Each line from the one containing "Extract the structured data from the image as" to the end of the listing below should be repeated exactly, with no other line included.

━━━

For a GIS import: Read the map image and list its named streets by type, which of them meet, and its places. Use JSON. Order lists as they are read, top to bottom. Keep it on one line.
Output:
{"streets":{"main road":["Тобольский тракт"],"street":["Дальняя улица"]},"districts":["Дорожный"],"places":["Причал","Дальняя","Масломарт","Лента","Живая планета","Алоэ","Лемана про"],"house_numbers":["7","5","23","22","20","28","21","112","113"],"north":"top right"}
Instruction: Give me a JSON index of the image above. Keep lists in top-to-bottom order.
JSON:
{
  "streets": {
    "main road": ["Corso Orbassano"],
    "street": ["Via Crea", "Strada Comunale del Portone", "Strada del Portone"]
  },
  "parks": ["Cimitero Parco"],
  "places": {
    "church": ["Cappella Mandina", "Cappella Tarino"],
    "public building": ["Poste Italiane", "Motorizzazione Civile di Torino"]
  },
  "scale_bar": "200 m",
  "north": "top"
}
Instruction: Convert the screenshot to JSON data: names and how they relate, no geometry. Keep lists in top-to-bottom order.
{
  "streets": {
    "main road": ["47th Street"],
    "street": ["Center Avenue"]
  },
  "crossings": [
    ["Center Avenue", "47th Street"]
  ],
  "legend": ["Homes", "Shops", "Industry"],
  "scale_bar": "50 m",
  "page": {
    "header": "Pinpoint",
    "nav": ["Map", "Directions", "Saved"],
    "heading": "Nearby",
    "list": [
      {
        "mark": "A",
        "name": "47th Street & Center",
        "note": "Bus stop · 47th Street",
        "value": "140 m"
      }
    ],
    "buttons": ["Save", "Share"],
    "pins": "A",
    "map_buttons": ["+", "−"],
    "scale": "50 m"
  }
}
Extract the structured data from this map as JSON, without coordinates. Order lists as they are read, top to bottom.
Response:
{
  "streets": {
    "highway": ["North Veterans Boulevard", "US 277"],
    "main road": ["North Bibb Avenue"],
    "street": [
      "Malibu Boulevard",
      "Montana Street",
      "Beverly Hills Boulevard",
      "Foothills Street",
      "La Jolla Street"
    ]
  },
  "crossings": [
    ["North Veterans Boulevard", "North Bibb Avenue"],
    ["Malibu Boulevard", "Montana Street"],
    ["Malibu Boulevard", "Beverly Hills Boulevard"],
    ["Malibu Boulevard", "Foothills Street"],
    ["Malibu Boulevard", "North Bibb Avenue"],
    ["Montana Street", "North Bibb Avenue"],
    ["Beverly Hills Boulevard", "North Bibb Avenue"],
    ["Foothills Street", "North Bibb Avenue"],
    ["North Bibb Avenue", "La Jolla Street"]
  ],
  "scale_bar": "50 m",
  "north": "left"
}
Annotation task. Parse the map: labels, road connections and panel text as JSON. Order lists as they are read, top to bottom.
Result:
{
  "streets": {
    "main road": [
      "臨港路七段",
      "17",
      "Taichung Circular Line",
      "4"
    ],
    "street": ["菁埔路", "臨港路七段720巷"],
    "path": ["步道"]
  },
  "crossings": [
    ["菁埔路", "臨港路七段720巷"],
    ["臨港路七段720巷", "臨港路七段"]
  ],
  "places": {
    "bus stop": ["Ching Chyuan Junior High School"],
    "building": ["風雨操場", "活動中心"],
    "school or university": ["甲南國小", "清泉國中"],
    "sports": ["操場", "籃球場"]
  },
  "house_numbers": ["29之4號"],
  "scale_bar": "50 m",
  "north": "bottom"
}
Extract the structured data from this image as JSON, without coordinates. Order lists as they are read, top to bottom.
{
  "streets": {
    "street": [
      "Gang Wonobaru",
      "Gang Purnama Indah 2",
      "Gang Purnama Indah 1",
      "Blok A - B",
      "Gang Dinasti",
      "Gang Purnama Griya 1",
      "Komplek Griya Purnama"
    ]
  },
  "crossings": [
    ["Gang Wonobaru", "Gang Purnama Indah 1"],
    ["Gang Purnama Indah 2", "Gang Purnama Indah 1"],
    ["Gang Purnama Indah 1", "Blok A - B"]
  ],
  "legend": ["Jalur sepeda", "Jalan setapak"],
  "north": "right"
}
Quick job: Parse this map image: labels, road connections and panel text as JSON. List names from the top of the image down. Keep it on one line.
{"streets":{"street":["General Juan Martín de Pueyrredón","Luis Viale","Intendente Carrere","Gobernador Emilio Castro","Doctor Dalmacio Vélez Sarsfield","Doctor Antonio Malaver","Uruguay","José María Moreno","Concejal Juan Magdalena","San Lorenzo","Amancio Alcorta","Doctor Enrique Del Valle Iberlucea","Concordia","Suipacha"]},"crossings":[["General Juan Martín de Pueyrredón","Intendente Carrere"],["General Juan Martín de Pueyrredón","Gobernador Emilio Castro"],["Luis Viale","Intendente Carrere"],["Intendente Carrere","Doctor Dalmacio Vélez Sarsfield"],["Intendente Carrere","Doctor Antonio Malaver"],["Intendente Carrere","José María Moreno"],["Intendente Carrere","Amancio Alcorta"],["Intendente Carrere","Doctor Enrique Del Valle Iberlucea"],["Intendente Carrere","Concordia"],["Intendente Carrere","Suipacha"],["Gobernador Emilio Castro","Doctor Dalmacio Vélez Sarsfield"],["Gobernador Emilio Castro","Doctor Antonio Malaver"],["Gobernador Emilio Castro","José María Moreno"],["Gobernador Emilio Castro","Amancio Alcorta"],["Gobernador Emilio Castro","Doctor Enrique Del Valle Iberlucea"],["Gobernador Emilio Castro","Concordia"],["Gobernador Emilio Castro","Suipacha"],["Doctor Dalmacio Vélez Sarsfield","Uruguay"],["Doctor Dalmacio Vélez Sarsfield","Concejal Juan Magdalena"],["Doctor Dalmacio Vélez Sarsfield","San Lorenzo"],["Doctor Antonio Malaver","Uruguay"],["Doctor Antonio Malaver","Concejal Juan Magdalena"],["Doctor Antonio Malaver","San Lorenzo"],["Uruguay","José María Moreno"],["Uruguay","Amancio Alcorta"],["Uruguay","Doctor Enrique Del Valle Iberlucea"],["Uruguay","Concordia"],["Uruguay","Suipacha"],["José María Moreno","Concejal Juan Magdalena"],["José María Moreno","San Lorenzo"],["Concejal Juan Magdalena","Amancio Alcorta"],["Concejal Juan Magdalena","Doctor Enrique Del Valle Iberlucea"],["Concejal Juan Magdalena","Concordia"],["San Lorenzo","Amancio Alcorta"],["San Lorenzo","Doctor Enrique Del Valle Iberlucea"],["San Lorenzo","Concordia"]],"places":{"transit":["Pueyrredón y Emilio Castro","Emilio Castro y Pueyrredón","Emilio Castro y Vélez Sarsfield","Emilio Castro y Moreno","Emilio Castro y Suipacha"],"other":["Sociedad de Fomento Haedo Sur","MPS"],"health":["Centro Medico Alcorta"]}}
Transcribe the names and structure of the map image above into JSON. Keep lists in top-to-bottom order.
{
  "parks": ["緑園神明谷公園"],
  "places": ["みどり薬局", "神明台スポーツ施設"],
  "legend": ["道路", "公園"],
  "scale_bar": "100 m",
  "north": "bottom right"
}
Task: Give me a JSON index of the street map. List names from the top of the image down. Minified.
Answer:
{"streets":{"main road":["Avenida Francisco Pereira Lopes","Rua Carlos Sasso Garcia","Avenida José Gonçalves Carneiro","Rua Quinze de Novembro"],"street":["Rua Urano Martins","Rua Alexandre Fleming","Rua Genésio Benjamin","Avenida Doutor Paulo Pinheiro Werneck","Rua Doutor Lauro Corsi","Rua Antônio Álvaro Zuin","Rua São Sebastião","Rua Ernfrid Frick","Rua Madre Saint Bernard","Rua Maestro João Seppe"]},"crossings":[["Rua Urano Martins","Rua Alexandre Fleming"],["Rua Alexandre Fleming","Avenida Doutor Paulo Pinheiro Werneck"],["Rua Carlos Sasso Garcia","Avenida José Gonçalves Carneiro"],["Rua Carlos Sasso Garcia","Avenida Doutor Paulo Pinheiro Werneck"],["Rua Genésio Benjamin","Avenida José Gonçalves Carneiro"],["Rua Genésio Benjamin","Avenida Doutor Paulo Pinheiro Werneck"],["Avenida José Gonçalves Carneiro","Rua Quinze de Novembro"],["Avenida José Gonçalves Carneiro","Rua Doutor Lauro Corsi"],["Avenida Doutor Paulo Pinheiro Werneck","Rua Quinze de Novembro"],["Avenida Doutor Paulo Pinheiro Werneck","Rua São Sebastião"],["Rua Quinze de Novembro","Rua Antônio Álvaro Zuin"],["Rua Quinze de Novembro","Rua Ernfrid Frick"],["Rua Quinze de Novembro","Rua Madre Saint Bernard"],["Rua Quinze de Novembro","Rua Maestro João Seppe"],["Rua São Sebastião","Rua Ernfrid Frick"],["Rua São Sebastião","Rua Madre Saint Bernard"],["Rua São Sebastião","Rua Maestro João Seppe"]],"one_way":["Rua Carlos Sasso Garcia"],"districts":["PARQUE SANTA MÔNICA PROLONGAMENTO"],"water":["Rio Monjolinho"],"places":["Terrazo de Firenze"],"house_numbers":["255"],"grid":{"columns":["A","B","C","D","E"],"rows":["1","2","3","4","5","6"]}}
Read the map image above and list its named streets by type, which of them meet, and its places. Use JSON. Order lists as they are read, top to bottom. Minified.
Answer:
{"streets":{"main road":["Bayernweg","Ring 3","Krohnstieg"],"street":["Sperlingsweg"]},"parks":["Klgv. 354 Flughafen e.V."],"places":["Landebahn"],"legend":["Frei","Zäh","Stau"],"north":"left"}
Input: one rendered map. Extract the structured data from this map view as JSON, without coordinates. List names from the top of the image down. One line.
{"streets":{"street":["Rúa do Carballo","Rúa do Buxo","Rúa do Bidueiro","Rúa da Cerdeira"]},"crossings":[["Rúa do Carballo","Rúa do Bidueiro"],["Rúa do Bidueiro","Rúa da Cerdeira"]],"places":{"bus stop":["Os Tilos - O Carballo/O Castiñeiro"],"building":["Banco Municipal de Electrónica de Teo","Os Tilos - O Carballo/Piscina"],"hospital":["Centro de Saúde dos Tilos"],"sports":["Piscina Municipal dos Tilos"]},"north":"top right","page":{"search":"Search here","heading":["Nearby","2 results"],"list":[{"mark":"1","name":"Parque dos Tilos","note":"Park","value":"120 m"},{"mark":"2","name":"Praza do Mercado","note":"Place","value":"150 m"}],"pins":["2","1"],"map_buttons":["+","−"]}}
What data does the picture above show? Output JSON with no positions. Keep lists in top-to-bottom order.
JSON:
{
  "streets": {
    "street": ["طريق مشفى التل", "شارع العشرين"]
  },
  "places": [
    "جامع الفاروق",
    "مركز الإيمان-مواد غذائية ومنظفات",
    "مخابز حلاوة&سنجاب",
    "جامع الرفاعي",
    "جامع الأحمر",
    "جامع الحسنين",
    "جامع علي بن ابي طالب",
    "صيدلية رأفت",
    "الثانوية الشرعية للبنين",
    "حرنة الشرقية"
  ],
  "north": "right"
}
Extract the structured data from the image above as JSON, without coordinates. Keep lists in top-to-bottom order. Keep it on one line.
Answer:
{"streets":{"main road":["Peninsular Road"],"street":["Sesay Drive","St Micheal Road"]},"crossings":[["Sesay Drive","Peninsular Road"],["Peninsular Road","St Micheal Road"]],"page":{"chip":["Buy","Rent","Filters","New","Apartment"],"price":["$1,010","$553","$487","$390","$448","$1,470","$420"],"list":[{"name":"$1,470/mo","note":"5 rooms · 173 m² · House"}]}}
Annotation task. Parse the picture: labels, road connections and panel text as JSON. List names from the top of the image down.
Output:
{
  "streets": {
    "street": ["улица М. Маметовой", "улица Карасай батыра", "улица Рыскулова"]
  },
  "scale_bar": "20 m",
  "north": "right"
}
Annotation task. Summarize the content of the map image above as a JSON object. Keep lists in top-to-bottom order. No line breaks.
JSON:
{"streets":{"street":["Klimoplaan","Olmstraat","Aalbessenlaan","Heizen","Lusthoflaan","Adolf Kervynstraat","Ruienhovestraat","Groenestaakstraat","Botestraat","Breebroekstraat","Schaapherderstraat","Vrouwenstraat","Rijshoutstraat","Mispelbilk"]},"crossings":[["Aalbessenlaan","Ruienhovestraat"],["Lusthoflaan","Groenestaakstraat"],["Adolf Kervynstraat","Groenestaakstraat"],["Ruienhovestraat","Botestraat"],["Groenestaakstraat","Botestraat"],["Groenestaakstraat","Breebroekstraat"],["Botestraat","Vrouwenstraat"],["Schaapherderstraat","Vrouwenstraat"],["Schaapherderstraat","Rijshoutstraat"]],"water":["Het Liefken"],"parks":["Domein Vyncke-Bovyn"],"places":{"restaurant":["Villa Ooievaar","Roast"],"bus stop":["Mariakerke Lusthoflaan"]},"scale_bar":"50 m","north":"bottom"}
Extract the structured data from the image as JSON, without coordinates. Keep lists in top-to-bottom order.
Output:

━━━

→ RESPONSE:
Extract the structured data from the image as JSON, without coordinates. Keep lists in top-to-bottom order.
Output:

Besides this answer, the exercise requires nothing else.